**Unlocking fractions**

November 29, 2016

On exams like the SAT where calculators are not always allowed, fractions can be intimidating. Students that have moved on to more advanced maths such as algebra often relegate fractions to the calculator zone. But when the no-calculator exam day comes along, students come head to head with a fractions problems and freeze.

The concept of fractions is familiar: students often make use of fractions (i.e. division) without even knowing it. Nevertheless, students tend to overlook the link between fractions and division in the context of an exam and needlessly lose points and time.

There are many techniques available that can be tailored to a student’s learning style to help unlock the concept of fractions for good: linguistic patterns, visualisation tools and kinaesthetic exercises, to name a few. And once students have mastered the concept, they can also learn strategies that can make fractions questions an opportunity to gain (rather than lose) time and points on exams.

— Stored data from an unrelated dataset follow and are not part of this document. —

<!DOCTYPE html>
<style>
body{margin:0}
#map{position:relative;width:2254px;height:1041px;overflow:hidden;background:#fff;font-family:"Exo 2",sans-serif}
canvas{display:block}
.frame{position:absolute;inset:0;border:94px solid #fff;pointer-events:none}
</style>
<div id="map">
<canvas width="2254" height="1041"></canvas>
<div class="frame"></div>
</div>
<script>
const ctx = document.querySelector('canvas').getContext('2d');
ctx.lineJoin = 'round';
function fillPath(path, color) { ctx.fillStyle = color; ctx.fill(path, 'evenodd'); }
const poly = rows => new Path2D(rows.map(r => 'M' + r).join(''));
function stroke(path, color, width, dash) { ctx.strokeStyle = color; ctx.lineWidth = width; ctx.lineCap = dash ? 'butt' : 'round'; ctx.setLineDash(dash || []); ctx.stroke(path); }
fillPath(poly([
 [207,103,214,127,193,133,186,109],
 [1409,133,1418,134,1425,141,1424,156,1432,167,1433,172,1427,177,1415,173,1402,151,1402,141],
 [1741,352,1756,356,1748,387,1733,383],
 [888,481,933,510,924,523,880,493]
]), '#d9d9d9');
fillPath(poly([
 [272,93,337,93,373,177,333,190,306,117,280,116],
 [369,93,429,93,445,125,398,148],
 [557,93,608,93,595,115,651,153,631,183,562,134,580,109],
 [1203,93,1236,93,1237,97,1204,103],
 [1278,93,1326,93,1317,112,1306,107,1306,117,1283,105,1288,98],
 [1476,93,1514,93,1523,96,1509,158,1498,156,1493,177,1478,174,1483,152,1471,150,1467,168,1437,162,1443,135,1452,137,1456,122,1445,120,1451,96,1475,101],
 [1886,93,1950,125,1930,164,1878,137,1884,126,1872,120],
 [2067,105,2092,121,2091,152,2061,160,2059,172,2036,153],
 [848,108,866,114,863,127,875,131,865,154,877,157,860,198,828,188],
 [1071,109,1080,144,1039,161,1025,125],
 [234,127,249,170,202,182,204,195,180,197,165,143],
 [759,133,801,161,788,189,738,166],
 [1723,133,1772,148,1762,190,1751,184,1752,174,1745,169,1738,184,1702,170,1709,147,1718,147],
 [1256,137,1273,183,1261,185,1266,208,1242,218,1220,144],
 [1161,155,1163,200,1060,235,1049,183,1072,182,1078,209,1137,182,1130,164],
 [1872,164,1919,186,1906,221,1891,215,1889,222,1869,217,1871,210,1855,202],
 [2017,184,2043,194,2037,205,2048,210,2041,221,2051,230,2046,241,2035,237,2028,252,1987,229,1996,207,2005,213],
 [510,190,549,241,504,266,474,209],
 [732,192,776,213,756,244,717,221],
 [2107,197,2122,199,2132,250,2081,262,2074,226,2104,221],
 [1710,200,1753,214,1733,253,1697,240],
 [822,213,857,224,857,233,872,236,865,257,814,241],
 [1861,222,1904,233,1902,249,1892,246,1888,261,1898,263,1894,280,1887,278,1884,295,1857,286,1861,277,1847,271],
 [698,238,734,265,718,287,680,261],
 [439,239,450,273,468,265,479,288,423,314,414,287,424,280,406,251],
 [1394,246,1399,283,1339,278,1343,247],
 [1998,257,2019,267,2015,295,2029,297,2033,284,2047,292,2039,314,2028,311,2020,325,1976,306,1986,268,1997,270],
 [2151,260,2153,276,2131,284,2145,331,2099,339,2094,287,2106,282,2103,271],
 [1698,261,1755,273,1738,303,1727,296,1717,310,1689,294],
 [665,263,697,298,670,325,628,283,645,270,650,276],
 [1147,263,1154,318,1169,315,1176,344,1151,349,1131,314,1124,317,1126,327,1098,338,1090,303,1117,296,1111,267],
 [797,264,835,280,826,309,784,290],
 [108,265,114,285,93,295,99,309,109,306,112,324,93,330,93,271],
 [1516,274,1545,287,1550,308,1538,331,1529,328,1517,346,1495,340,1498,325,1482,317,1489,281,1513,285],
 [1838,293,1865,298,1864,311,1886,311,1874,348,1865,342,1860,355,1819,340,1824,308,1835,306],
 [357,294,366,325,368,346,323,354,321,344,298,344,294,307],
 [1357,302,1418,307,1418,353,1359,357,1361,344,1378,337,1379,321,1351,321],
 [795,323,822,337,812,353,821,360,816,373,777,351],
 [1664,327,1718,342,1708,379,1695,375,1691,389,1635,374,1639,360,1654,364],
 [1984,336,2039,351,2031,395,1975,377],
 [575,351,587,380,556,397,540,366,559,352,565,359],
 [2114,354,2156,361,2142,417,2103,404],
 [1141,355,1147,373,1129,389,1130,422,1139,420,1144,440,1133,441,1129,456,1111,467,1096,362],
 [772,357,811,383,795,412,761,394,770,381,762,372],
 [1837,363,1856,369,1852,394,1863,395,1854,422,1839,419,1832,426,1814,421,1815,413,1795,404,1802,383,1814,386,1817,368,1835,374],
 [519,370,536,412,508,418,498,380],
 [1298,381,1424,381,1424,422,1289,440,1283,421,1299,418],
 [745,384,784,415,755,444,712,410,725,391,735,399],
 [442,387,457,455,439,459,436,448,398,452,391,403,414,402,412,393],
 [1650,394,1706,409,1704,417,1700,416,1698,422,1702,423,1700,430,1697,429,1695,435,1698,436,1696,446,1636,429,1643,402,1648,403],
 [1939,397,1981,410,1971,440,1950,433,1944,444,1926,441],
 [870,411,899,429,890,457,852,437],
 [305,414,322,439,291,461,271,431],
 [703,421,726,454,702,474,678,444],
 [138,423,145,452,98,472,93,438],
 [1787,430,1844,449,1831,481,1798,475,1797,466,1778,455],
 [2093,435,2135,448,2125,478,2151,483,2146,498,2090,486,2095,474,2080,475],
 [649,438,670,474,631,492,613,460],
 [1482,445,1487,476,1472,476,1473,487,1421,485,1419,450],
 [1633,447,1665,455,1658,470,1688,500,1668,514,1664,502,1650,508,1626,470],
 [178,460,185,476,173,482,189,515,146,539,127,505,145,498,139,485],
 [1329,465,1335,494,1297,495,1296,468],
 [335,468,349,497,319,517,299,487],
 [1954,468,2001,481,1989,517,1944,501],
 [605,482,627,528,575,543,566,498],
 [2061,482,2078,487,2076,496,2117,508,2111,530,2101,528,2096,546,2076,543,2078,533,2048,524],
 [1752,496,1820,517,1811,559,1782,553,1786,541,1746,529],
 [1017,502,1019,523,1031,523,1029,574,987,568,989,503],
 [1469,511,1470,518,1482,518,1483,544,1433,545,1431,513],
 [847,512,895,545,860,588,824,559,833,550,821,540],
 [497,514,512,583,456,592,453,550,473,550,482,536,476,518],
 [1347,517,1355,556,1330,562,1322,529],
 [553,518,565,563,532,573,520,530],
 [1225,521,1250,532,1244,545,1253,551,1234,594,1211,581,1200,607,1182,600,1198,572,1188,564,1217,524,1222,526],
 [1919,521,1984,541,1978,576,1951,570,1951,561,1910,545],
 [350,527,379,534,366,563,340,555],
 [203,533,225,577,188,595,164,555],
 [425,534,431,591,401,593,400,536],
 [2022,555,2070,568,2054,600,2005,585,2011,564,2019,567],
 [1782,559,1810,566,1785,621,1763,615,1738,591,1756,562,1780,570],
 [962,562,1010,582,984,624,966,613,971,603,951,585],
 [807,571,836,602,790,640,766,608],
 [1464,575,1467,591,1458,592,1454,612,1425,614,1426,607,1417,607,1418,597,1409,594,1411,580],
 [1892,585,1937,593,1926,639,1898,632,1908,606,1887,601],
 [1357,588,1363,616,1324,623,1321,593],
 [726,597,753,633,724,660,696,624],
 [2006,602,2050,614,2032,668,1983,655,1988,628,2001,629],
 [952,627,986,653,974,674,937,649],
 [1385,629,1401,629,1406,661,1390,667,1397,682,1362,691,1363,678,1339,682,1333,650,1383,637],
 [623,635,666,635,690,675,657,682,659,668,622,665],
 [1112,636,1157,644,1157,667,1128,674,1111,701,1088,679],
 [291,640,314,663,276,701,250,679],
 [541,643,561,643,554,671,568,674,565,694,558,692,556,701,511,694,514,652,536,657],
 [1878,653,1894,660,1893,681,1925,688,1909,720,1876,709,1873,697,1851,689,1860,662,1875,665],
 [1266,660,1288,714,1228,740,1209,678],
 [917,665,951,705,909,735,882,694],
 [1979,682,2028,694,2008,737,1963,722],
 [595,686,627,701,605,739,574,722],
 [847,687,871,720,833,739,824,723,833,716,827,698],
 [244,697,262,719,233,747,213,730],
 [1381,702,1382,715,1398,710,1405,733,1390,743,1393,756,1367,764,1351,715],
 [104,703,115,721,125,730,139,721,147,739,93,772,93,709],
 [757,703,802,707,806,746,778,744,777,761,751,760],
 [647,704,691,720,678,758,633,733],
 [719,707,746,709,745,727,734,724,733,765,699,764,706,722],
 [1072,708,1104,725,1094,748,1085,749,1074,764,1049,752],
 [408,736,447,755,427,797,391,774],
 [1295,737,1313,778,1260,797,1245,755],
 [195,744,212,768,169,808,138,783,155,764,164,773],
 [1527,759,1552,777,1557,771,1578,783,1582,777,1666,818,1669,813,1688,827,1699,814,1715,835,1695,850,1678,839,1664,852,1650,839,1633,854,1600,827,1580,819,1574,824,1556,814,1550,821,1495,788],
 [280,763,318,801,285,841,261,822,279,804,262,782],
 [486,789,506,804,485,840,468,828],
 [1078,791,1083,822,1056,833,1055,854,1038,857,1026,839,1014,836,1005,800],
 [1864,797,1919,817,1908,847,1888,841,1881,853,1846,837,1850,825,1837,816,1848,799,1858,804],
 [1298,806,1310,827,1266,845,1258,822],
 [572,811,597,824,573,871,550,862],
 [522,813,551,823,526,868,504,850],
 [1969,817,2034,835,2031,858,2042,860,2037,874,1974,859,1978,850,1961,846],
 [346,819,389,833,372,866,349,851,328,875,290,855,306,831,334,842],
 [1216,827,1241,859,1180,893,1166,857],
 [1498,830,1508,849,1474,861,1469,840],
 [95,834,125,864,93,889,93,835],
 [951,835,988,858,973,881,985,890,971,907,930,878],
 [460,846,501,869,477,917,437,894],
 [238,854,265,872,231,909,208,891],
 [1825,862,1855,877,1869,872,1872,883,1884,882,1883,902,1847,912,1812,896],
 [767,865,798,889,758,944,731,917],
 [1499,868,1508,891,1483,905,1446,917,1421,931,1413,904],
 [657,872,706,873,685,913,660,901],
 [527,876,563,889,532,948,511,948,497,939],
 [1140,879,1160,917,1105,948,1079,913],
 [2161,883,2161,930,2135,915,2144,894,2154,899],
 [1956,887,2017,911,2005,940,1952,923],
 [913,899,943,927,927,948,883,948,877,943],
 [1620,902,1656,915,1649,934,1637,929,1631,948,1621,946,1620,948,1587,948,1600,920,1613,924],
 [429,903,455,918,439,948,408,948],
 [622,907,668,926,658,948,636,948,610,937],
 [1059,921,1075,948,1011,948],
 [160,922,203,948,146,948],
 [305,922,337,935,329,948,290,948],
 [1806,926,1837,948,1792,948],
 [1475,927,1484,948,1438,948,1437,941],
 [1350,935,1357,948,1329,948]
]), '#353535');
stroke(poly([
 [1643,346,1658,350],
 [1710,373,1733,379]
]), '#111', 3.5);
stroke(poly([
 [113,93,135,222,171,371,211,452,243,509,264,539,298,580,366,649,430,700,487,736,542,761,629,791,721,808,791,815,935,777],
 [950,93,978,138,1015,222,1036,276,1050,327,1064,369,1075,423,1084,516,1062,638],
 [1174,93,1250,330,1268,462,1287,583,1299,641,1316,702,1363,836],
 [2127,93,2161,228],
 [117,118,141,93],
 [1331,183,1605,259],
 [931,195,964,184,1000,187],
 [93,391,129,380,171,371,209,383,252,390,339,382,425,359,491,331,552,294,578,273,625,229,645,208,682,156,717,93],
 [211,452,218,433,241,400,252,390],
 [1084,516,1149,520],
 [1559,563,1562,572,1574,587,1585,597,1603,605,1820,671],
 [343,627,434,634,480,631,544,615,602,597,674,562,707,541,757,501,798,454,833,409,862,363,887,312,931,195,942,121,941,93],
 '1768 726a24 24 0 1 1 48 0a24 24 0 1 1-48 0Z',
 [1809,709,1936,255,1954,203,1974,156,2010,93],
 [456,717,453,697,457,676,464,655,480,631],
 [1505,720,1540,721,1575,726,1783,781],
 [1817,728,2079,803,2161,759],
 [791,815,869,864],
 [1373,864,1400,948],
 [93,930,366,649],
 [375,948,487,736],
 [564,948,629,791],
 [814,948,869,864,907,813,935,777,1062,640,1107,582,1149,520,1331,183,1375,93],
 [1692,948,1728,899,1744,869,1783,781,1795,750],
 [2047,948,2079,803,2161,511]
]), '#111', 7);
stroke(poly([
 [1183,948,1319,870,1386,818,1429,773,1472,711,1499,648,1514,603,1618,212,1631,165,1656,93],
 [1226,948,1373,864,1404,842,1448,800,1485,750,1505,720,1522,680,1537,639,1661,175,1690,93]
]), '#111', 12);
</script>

Of course, students have much more to gain from understanding fractions than just exam points. Like most of mathematics, the study of fractions reveals a rich underlying structure that can stimulate even the most advanced learners. Consider a typical fractions question: is the value of the fraction a/b greater than fraction c/d? (e.g.: is 19/11 greater than 30/17?). Around 400BC, the mathematician Eudoxes showed that the answer to this problem could be expressed in terms of the properties of rectangles. It was one of the first clues that there exists an intrinsic connection between numbers (arithmetic) and shapes (geometry). But why? Why should it be so, and does it have deeper applications? These questions have revealed themselves to be fundamental to modern mathematics and can be explored endlessly by a curious mind.

Back to fractions on exams: the conclusion is that if you have any doubts on fractions, there are ways you can overcome this hurdle. In fact, one day you may even see that fractions are not something problematic, but are actually a powerful problem-solving tool.